Transit bipartition is an operation technique that has been proven to be safe and effective, even in patients with type 2 diabetes with lower Body Mass Index (BMI) values.
First, the patient undergoes sleeve gastrectomy surgery. In this way, it is possible to reduce the amount of Ghrelin, which is an appetizing substance and secreted from removed part of the stomach, and to decrease the amount of food intake. Then most of the intestine is by-passed and the rest is sutured to the stomach. It can also be applied to the patients who have previously undergone sleeve gastrectomy surgery.

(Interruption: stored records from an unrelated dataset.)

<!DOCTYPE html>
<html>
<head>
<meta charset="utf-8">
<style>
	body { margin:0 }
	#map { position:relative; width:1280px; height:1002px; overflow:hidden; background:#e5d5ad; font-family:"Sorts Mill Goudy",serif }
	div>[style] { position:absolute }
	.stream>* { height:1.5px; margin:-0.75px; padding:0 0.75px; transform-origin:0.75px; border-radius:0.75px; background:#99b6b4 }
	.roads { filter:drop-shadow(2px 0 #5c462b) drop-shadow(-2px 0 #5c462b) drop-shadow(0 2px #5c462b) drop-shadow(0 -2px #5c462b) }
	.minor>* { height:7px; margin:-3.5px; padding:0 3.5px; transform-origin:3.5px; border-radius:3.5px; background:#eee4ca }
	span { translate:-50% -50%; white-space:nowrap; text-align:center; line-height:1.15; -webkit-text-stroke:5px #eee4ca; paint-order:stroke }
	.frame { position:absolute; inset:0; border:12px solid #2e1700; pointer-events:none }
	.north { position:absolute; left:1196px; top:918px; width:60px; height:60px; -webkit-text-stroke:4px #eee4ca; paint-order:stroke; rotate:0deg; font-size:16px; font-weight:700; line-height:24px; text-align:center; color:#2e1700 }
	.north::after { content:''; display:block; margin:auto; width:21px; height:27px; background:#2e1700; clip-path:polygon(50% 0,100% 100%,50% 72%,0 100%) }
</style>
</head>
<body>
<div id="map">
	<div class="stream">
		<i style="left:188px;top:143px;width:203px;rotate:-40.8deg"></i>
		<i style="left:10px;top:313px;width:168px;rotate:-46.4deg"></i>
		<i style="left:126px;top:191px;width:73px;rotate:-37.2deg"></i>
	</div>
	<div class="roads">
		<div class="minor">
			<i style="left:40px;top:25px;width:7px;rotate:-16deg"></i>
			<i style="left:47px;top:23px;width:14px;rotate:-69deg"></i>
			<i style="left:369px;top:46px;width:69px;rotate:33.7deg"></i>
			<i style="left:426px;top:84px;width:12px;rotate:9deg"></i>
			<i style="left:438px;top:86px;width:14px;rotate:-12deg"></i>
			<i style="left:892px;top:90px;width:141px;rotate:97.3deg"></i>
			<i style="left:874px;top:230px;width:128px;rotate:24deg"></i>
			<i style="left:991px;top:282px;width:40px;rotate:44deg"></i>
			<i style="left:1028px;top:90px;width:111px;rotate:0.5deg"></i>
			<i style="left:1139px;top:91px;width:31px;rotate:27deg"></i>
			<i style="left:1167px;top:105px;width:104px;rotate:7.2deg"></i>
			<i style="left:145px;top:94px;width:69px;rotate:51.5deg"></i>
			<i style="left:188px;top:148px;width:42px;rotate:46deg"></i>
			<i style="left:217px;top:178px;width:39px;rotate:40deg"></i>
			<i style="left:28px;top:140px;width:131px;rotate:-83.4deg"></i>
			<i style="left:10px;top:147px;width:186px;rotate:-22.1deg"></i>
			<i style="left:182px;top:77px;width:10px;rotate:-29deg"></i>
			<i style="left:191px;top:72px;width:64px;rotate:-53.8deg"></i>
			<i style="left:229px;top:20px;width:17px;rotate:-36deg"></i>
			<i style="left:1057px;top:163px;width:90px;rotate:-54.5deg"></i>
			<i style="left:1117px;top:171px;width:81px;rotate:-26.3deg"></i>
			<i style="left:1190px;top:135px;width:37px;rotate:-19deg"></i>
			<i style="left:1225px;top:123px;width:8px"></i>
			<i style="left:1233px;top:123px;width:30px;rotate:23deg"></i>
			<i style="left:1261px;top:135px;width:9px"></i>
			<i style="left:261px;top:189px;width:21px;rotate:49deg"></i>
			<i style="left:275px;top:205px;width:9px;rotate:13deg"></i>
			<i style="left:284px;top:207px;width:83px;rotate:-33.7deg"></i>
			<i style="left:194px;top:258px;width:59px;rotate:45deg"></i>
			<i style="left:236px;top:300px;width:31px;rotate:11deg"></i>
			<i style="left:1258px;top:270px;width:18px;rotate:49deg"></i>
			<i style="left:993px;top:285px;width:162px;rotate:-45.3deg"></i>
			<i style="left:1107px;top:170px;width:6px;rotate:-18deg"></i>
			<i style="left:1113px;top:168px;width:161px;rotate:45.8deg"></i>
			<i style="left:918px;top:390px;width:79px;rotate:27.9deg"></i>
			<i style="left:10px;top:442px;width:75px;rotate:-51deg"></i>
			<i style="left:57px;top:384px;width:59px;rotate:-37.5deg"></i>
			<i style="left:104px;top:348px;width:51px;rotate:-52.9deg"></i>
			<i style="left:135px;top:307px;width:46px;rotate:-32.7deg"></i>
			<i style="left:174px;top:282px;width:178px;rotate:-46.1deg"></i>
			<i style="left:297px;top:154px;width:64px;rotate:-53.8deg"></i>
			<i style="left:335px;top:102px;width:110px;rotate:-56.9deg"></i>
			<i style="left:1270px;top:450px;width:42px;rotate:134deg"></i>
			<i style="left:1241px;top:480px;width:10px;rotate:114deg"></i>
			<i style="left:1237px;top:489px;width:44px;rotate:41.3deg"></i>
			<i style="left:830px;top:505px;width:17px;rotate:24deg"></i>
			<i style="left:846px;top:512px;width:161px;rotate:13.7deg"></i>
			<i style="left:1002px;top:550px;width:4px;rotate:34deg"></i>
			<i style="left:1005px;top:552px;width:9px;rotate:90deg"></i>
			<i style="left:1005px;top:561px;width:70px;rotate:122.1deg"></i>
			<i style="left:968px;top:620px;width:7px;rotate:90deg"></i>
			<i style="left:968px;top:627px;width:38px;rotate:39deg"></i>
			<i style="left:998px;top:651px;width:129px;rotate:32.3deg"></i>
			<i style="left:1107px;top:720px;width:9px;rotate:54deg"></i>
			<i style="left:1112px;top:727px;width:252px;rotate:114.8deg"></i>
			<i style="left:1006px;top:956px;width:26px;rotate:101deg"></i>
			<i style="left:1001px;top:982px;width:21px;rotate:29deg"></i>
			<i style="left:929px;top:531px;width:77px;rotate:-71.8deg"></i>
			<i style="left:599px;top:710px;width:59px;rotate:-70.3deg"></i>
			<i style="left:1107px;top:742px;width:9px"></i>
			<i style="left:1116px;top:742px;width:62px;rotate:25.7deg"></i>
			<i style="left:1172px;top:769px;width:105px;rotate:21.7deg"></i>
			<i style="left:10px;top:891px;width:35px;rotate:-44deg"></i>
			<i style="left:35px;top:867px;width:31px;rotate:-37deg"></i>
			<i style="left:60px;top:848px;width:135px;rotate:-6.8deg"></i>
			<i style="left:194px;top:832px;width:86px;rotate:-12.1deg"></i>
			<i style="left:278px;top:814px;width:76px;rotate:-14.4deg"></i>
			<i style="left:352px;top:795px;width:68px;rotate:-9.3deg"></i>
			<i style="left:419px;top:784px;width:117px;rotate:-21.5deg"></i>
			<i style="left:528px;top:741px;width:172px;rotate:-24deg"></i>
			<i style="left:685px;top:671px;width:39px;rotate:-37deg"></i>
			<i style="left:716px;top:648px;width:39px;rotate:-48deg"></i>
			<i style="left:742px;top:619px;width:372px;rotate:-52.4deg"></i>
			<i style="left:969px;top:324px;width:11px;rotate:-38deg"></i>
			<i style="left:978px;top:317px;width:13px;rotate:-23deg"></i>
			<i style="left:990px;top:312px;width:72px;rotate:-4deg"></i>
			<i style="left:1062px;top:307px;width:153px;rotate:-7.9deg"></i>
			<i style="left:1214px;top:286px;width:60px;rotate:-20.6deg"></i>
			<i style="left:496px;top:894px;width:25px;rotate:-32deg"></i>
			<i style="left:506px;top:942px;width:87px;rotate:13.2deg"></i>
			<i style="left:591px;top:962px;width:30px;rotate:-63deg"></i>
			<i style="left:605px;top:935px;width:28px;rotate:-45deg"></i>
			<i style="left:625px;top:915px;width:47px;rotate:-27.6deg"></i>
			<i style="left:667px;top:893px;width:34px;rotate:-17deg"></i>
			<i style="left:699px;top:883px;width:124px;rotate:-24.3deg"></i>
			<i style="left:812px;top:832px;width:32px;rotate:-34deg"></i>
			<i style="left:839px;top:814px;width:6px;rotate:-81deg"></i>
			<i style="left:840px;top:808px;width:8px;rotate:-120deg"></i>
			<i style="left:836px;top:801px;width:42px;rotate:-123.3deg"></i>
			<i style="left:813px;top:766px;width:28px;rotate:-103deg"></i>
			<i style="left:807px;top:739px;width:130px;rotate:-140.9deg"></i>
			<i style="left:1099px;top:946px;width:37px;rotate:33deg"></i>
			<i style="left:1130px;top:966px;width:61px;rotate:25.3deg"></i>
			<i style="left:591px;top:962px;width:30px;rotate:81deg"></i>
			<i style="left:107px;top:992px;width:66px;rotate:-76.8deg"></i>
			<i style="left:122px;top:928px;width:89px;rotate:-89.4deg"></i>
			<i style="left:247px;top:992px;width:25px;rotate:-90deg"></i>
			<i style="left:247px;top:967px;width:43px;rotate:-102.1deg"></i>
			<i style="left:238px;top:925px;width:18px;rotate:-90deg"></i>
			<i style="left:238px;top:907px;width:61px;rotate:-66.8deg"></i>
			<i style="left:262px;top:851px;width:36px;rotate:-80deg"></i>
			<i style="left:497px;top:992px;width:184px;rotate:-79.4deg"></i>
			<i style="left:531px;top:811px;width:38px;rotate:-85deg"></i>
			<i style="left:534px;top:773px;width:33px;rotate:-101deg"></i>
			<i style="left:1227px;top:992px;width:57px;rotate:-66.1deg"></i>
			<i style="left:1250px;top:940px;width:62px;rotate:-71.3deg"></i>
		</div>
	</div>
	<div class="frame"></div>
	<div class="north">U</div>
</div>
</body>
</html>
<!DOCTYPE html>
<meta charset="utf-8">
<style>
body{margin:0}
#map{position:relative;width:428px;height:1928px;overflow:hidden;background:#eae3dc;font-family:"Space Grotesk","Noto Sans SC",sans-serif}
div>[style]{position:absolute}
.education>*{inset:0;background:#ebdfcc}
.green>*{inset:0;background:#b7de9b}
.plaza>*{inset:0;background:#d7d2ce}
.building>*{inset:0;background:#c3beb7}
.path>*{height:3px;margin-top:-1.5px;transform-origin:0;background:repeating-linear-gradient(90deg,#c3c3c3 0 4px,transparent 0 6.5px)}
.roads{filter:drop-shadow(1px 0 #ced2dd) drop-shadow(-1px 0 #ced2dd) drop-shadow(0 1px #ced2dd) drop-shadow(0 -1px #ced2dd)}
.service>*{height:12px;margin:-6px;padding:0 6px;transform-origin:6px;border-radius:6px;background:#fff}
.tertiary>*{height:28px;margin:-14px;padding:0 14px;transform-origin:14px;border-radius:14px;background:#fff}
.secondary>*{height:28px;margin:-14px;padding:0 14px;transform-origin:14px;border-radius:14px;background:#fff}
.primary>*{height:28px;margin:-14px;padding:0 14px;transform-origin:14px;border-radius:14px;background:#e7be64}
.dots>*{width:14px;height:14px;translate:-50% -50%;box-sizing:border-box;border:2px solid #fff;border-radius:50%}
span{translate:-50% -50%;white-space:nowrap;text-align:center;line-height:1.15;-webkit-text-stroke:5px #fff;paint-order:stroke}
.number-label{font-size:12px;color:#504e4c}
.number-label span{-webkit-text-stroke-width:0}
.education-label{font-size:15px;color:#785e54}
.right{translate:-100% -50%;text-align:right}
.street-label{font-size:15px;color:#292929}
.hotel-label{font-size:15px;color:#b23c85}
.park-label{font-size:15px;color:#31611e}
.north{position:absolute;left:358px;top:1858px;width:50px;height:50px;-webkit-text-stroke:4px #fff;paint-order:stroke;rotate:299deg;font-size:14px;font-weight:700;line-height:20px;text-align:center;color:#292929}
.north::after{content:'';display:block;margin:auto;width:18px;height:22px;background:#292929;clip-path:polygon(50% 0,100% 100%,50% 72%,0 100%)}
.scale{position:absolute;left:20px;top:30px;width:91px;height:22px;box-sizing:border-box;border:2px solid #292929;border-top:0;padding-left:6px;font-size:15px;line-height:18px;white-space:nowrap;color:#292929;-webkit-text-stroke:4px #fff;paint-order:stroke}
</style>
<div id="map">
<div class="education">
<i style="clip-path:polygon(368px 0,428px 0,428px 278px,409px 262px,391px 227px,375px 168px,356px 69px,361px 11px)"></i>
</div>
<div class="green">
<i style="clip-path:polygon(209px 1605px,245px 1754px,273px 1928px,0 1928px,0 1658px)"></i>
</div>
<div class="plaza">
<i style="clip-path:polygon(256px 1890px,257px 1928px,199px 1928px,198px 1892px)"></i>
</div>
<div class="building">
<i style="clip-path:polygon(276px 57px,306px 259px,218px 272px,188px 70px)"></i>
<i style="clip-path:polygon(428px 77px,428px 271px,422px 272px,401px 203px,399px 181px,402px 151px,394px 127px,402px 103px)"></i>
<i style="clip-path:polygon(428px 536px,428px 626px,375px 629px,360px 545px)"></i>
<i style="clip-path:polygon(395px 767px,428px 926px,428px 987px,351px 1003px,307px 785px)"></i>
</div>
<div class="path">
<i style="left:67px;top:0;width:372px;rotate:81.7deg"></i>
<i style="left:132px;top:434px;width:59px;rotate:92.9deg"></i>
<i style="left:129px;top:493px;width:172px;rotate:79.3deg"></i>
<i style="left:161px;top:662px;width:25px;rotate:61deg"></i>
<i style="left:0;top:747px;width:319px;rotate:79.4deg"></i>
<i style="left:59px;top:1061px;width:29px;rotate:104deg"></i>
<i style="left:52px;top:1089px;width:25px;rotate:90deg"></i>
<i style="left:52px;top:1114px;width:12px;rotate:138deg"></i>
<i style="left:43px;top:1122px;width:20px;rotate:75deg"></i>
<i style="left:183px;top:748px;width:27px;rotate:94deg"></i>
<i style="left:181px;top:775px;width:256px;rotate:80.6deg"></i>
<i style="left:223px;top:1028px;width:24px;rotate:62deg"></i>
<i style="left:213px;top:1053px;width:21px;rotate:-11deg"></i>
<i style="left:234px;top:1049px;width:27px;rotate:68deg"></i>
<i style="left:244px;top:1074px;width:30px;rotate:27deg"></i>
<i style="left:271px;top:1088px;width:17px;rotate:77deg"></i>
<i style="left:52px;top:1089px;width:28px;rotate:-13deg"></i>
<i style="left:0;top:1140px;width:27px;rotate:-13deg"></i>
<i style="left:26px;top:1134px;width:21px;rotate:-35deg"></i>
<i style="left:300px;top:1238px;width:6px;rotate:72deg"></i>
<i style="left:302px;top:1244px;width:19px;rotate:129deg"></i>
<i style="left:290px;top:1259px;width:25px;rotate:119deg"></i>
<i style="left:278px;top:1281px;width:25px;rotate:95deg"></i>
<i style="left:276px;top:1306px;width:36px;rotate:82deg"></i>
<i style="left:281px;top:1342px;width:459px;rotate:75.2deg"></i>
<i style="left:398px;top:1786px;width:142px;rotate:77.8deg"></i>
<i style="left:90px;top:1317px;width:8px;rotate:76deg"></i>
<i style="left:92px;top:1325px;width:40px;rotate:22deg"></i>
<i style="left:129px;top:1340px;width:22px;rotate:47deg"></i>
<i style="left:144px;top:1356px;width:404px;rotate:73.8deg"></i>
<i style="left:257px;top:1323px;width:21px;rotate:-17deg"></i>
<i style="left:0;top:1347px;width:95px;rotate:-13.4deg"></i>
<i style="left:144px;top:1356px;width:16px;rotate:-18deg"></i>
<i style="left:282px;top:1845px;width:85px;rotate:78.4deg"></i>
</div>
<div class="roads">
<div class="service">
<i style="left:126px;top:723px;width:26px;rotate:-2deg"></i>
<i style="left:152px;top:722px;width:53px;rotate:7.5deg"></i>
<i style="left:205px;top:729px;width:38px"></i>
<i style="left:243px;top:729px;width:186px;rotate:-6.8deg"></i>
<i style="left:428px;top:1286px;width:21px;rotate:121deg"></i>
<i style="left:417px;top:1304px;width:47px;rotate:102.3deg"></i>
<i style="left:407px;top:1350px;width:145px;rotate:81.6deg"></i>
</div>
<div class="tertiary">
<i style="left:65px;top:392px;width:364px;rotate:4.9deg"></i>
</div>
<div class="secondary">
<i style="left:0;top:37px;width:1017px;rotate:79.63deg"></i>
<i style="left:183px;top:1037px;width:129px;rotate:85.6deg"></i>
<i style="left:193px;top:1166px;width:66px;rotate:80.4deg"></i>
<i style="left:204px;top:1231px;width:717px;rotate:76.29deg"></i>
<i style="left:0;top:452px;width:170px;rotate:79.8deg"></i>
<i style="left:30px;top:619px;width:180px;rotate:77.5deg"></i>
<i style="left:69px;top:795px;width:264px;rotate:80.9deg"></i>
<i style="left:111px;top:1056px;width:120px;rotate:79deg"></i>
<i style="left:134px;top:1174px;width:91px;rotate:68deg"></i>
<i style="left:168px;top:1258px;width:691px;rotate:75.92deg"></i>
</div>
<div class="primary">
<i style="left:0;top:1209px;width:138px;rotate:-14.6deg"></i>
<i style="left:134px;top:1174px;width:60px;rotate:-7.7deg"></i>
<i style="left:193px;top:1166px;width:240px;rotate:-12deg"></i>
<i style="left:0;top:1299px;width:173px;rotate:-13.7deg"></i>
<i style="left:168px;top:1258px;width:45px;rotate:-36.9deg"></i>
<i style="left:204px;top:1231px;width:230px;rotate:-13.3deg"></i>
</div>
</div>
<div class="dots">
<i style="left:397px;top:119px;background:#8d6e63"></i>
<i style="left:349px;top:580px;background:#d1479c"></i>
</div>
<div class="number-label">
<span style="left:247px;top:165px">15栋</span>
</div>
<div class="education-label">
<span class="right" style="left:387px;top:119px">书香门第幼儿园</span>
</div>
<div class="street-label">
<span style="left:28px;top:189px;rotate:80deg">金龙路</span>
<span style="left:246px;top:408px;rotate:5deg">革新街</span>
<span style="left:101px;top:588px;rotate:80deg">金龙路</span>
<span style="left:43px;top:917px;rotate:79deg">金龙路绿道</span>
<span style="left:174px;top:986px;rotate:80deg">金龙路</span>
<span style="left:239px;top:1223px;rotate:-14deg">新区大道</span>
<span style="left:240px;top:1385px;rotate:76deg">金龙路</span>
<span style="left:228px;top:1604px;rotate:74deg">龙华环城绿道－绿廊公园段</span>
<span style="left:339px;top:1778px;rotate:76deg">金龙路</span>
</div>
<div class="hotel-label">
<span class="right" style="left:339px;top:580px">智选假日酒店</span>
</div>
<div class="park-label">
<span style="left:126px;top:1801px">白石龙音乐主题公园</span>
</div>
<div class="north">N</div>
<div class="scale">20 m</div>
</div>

As an ultimate effect, tubing of the stomach and thus reducing calorie intake, increase in positive hormone levels resulting in contact of the food with the last part of the small intestine in the early phase of digestion, and reduction of the activity of the negative hormones obtained with the by-pass of duodenum are provided. The increase in positive hormones does not only increase insulin activity, it also causes an early satiety feeling and change the eating preferences due to increased appetite suppressant and regulatory hormones. The entire procedure can be safely performed laparoscopically (closed method).